Starbucks unveils logo, celebrates 40 years
In 40 years it went from a tiny store near Pike Place Market to a global brand, recognized around the world. Starbucks is celebrating its anniversary with a new, simplified logo that doesn’t have the word "Starbucks" or "coffee" on it.
On Tuesday, a band played and hundreds of employees gathered and cheered as the logo was unveiled at Starbucks headquarters in Seattle. CEO Howard Schultz told the crowd there were many doubters in the beginning who didn’t think Starbucks could ever go beyond the West Coast. "But they were wrong," he said.
Melissa Allison writes in the Seattle Times that Schultz reminded employees that he is not the founder of Starbucks.
The company was started in 1971 across the street from Pike Place Market by Jerry Baldwin, Gordon Bowker and Zev Siegl.

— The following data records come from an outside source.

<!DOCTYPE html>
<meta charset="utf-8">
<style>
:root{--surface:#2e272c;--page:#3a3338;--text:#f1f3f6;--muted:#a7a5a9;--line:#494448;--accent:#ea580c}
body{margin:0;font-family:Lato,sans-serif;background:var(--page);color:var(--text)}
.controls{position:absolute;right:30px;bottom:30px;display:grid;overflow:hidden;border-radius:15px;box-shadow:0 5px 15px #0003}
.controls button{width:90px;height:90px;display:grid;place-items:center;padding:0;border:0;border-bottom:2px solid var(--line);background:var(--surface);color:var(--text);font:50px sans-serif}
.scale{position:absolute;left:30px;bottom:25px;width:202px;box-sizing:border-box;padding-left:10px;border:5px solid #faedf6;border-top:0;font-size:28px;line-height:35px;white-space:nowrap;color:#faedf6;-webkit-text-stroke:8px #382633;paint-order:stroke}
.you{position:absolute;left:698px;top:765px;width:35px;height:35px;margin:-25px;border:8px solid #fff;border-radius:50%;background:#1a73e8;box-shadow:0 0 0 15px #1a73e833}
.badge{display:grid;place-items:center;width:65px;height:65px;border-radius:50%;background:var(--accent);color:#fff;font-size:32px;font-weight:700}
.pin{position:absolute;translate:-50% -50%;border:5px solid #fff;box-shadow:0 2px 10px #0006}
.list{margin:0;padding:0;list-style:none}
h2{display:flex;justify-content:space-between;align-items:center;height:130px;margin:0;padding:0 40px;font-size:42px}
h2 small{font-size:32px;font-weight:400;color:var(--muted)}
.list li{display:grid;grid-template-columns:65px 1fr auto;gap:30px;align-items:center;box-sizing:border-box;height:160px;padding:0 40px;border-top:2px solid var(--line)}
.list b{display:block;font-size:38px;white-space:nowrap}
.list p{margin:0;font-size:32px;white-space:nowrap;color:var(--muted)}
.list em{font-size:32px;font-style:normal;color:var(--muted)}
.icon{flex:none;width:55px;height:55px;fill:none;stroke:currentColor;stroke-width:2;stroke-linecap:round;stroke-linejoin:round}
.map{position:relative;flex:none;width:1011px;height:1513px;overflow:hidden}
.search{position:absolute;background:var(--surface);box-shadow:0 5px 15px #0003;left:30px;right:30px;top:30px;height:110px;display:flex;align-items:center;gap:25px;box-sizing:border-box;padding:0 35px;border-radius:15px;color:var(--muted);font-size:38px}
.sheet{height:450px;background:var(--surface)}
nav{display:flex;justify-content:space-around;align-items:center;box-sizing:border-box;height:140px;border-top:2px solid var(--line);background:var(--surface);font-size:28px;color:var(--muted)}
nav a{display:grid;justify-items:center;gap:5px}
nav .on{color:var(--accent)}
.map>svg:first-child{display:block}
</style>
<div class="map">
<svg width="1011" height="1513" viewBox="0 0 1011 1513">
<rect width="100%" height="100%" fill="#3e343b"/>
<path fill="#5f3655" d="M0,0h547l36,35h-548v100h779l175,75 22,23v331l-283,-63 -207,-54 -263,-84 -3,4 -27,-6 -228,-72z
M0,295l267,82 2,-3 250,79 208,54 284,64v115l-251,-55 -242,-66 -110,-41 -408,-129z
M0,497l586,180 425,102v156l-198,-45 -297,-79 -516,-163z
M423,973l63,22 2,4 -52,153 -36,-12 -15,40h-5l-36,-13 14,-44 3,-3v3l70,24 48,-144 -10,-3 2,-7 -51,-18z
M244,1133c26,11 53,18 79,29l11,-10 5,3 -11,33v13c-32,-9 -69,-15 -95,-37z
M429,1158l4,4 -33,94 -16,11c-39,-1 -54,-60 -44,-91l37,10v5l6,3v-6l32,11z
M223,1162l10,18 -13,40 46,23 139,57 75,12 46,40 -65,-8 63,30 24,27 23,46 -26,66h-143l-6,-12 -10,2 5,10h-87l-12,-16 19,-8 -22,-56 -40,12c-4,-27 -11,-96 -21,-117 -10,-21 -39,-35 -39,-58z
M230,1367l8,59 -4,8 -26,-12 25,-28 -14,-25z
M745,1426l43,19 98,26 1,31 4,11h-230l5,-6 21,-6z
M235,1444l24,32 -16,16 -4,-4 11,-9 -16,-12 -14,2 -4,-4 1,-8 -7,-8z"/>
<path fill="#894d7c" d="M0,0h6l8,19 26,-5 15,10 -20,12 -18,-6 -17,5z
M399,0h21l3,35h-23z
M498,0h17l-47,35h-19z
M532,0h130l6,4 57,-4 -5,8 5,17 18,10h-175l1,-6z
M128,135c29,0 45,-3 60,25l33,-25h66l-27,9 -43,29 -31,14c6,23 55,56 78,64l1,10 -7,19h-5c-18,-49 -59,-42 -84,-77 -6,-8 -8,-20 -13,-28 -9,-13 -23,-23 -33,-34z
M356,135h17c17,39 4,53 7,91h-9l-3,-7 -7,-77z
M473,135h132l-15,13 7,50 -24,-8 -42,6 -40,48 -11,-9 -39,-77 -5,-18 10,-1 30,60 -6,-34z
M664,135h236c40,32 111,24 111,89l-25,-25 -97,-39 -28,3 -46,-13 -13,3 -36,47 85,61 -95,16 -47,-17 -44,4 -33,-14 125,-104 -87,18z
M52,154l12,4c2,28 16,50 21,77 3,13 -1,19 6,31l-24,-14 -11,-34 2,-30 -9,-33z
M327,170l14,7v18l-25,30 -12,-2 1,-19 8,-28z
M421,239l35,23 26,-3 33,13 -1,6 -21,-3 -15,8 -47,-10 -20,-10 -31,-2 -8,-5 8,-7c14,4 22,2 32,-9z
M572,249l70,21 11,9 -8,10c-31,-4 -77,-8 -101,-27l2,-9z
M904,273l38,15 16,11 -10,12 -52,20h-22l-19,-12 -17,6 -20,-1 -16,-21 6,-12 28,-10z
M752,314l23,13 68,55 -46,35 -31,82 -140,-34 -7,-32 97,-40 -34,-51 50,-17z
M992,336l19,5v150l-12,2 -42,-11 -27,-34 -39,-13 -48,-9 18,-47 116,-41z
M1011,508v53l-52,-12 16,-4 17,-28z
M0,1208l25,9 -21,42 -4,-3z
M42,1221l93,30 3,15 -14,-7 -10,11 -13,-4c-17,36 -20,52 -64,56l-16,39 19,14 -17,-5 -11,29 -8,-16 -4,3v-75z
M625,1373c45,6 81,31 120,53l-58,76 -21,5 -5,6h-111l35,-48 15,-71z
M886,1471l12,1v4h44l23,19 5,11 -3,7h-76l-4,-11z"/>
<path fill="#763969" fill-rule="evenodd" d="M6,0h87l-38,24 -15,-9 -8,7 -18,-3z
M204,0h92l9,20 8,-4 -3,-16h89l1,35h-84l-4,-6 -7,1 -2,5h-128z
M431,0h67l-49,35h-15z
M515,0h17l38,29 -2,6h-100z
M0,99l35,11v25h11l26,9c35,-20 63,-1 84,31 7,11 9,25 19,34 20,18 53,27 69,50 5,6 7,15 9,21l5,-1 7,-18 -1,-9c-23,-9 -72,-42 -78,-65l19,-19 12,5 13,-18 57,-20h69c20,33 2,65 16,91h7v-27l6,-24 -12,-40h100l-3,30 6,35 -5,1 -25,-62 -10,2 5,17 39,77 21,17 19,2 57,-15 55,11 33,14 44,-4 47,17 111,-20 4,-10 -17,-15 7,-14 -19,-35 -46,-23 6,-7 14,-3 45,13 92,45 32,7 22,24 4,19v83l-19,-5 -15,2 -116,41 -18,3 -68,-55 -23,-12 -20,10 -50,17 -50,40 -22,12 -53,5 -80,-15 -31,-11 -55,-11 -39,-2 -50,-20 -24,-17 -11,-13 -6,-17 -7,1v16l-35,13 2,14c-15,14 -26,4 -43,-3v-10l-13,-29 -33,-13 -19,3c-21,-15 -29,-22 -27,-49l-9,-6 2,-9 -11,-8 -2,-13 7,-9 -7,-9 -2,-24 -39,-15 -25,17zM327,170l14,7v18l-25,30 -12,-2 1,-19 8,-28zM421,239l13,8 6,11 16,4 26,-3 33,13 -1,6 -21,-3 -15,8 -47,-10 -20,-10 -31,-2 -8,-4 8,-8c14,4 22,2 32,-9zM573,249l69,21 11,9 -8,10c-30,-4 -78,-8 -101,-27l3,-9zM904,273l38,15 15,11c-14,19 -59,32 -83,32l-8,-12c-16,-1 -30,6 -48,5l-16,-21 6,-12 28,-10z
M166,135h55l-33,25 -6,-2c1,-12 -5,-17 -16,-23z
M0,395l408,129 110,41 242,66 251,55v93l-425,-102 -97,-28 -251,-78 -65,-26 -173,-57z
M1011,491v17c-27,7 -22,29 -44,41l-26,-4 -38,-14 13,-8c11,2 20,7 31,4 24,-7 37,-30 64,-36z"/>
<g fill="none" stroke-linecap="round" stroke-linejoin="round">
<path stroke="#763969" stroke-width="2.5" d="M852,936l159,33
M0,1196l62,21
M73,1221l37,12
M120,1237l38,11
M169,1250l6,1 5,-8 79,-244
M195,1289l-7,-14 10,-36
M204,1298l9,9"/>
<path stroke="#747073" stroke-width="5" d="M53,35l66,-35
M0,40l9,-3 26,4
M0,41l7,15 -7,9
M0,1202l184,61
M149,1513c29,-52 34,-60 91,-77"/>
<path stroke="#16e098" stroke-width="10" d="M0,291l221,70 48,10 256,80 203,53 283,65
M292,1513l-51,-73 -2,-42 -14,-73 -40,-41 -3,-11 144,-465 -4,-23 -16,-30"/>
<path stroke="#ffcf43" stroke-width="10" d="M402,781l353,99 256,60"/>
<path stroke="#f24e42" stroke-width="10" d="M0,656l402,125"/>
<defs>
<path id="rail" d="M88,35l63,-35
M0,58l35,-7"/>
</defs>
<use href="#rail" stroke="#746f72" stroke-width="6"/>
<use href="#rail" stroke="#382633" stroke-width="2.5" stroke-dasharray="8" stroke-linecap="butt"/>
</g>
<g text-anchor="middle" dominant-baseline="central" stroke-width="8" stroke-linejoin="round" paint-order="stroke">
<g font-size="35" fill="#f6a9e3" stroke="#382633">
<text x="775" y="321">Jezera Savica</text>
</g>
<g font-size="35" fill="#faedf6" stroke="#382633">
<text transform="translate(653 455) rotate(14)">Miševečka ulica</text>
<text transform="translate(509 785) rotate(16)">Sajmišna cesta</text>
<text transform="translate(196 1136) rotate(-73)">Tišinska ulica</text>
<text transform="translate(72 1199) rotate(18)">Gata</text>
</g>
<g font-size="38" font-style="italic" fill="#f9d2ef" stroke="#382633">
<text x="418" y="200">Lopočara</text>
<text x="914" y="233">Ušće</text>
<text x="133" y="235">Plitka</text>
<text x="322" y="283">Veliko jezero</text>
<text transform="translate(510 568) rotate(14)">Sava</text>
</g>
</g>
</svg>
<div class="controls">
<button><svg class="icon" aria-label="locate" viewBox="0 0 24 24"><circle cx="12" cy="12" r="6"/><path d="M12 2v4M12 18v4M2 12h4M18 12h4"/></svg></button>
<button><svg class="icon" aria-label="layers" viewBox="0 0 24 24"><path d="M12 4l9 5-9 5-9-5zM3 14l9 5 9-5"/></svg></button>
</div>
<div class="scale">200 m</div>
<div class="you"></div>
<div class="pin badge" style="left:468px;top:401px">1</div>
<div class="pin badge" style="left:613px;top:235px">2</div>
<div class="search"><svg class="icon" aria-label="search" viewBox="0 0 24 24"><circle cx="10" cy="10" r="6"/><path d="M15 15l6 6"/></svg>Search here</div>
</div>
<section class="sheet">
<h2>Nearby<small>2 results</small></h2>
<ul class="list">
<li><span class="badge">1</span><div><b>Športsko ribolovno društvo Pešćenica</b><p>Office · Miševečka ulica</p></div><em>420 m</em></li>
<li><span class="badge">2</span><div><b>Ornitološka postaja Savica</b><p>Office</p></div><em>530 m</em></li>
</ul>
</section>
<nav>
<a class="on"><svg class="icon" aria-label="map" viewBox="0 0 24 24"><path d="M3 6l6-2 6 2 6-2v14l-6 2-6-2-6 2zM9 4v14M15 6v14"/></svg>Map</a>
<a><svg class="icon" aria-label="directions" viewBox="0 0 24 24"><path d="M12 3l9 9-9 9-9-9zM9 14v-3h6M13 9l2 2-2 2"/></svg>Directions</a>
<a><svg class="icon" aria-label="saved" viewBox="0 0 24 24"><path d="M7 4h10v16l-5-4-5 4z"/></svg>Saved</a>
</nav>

Two of them, Baldwin and Bowker, went on to buy Peet's Coffee in the Bay Area, and Baldwin still sits on its board. Two of them, Bowker and Siegl, still live in Seattle.
The vision for creating a vast network of coffeehouses came from Schultz, who started working at Starbucks in 1982 as director of retail operations marketing.
On Tuesday, the coffee company's stock price climbed 41 cents to $34.01, near a 52-week high.